[XSL-LIST Mailing List Archive Home] [By Thread] [By Date]

[xsl] Streaming and mapping plain text


Subject: [xsl] Streaming and mapping plain text
From: Wendell Piez <wapiez@xxxxxxxxxxxxxxx>
Date: Tue, 17 Sep 2013 15:25:09 -0400

Hi,

Like Roger, I have some questions about streaming in XSLT 3.0.

Consider the problem of the classic mapping of CSV into XML. Assume we
have files over 1GB in size, so we wish to stream.

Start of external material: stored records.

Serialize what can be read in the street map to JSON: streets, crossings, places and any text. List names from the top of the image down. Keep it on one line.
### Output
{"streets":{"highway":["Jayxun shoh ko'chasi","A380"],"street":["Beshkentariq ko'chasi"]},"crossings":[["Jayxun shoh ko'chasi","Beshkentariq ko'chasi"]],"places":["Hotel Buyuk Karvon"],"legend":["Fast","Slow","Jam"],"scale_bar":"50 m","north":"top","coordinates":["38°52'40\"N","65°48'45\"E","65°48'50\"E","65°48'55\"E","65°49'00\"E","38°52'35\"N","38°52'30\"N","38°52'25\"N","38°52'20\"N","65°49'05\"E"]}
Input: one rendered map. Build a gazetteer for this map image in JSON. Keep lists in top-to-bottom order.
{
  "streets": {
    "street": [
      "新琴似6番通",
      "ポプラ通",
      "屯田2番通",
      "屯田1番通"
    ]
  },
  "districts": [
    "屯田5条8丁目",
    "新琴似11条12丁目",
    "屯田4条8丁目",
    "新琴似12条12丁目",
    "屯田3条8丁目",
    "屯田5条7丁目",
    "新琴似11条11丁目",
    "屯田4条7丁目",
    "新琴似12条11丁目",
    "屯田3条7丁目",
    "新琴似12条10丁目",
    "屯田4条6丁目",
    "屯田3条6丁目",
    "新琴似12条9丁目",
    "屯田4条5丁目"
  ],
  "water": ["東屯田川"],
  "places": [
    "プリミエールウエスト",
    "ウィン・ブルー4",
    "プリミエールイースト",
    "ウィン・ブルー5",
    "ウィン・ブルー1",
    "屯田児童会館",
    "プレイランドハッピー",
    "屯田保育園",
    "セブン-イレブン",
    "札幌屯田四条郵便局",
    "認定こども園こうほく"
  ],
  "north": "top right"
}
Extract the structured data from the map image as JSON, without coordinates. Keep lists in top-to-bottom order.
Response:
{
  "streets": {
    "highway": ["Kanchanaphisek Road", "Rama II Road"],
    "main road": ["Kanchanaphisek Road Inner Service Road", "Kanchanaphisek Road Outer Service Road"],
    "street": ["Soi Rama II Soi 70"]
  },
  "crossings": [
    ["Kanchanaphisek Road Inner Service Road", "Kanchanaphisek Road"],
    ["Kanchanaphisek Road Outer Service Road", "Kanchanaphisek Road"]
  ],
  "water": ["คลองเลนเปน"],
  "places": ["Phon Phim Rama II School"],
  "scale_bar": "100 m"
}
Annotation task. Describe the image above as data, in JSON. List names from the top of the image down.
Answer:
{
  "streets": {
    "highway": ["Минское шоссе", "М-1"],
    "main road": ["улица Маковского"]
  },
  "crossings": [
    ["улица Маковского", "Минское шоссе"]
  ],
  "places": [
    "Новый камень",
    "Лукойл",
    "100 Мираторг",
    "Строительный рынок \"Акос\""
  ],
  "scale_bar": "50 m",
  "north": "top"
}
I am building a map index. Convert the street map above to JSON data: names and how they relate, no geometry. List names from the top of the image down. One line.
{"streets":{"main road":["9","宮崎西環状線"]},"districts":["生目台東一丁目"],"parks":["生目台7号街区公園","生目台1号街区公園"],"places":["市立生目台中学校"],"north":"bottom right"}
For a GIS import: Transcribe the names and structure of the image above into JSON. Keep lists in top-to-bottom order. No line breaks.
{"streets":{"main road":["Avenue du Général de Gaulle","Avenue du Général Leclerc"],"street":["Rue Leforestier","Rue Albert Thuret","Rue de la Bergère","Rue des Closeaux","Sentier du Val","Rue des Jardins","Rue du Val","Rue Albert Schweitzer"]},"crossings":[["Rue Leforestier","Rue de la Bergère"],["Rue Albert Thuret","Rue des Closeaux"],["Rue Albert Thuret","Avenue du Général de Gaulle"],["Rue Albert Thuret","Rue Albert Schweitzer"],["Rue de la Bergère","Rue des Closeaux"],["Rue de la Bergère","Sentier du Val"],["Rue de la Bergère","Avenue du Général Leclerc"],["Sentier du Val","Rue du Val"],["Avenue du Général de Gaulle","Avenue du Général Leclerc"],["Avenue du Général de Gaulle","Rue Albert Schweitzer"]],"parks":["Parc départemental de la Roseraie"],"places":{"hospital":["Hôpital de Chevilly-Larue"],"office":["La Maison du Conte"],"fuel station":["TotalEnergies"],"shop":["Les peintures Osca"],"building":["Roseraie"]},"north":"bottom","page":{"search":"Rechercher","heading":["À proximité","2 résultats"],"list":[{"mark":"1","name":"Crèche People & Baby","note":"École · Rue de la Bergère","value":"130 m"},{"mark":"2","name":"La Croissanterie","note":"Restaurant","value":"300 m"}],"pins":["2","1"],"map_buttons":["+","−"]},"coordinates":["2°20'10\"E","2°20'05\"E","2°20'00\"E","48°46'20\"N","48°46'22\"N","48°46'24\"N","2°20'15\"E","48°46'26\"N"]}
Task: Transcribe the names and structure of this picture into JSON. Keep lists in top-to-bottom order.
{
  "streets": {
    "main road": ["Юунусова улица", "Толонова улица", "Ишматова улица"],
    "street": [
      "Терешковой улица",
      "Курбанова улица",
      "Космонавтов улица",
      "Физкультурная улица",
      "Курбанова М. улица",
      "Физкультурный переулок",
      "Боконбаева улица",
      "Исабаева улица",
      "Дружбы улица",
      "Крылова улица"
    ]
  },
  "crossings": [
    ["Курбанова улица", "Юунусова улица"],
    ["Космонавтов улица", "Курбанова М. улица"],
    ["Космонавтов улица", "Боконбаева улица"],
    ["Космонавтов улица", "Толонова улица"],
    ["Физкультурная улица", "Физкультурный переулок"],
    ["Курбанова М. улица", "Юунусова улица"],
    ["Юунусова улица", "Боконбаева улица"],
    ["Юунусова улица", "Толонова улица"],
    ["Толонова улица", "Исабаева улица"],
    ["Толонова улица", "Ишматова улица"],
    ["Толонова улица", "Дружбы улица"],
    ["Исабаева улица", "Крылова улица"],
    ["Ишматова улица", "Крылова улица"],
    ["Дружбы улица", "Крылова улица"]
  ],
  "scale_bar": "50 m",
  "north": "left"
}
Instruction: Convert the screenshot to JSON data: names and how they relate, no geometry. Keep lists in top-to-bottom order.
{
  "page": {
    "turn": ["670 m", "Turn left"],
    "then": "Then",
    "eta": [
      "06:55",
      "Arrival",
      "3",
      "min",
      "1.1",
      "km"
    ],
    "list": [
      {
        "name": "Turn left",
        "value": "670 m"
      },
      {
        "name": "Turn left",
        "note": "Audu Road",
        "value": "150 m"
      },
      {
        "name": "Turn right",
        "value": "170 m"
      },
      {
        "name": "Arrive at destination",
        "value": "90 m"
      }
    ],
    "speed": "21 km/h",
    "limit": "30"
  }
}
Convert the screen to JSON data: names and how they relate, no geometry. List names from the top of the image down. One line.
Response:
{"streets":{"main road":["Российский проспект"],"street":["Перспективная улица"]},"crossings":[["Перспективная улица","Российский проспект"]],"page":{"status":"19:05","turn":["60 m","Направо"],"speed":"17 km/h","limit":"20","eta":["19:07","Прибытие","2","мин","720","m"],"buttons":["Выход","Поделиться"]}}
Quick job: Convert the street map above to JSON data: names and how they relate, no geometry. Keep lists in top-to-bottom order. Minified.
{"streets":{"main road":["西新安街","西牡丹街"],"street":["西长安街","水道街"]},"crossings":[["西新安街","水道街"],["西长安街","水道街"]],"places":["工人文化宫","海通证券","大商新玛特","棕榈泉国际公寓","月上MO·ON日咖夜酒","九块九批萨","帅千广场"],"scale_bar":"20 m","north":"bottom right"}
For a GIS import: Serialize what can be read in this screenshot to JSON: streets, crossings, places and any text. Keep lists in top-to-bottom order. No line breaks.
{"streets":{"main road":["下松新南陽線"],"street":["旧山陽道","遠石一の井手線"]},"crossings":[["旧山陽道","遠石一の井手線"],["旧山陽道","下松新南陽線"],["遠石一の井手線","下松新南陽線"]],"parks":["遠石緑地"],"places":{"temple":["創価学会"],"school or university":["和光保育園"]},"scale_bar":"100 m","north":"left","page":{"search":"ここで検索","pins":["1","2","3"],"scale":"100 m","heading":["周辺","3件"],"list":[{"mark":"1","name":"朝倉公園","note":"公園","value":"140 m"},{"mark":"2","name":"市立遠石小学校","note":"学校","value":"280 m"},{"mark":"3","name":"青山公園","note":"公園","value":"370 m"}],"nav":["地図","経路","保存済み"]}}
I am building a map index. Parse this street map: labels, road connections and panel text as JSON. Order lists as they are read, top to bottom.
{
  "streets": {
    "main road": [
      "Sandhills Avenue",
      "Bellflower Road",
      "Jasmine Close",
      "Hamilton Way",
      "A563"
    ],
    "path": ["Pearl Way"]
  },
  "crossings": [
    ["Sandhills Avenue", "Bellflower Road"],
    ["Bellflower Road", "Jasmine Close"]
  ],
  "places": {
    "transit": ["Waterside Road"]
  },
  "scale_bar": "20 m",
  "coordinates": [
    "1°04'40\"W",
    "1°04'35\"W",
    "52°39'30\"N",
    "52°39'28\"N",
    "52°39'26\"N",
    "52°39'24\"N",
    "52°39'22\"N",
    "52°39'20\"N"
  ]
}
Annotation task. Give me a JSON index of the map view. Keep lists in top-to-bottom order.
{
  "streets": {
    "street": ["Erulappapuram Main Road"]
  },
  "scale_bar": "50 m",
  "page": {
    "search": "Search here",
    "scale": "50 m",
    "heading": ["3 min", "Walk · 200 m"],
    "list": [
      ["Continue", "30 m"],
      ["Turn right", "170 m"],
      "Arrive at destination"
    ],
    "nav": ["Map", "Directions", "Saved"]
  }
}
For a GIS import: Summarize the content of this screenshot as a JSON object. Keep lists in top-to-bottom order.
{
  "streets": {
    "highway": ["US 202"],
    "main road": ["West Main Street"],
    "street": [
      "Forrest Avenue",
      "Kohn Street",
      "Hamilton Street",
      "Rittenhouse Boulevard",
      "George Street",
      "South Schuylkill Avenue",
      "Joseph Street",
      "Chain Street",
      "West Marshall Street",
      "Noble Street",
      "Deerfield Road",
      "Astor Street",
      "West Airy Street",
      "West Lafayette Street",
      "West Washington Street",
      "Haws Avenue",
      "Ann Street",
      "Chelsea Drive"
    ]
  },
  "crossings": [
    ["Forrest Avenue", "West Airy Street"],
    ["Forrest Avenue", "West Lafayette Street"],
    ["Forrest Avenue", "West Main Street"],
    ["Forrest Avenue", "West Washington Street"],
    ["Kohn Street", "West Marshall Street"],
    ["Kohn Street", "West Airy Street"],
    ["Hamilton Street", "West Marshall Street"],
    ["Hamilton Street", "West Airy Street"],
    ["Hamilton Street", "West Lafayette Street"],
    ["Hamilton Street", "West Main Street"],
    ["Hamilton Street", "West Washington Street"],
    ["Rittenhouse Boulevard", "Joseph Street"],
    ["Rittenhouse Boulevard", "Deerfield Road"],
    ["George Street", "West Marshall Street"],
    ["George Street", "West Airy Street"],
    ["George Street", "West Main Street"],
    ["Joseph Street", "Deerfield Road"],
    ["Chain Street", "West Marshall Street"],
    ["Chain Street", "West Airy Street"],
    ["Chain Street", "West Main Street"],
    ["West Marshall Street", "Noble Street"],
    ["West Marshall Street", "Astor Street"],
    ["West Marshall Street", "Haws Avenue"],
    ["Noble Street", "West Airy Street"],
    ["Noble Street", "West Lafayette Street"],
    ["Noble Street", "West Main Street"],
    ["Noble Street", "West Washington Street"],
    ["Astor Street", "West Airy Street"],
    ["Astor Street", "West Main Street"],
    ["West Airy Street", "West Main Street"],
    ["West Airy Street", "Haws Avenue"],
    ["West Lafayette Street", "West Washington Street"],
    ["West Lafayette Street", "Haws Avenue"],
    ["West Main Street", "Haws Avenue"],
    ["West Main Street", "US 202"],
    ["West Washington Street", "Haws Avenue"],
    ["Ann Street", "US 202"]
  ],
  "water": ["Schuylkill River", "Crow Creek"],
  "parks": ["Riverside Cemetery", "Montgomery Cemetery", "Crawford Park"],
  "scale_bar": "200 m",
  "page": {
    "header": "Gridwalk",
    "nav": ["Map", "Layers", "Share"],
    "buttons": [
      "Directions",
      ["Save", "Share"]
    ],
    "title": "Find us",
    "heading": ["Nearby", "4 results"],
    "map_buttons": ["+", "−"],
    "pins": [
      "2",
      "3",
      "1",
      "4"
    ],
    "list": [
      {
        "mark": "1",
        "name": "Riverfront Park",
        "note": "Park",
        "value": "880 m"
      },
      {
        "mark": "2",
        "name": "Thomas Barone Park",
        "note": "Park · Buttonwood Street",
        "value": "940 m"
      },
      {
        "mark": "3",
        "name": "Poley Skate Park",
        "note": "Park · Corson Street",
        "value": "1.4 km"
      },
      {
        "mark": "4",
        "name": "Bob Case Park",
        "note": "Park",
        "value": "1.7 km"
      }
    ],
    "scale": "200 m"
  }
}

Assume also that the lines in the CSV input need to be grouped --
outputs will be XMLs containing data sets from adjacent lines, based
on common values in a designatedd field in those lines. But which
field this is has to be parameterized, because not every CSV input
will have this cell in the same place in the row.

We can easily map each line to a sequence of cell elements:

<line><cell>1</cell><cell>2</cell><cell>3</cell></line>

Since we know the mapping we wish to use, we can also mark the cell we
wish to use to group:

<line><keycell>1</keycell><cell>2</cell><cell>3</cell></line>

(Maybe next time the second cell, not the first, will be keycell.)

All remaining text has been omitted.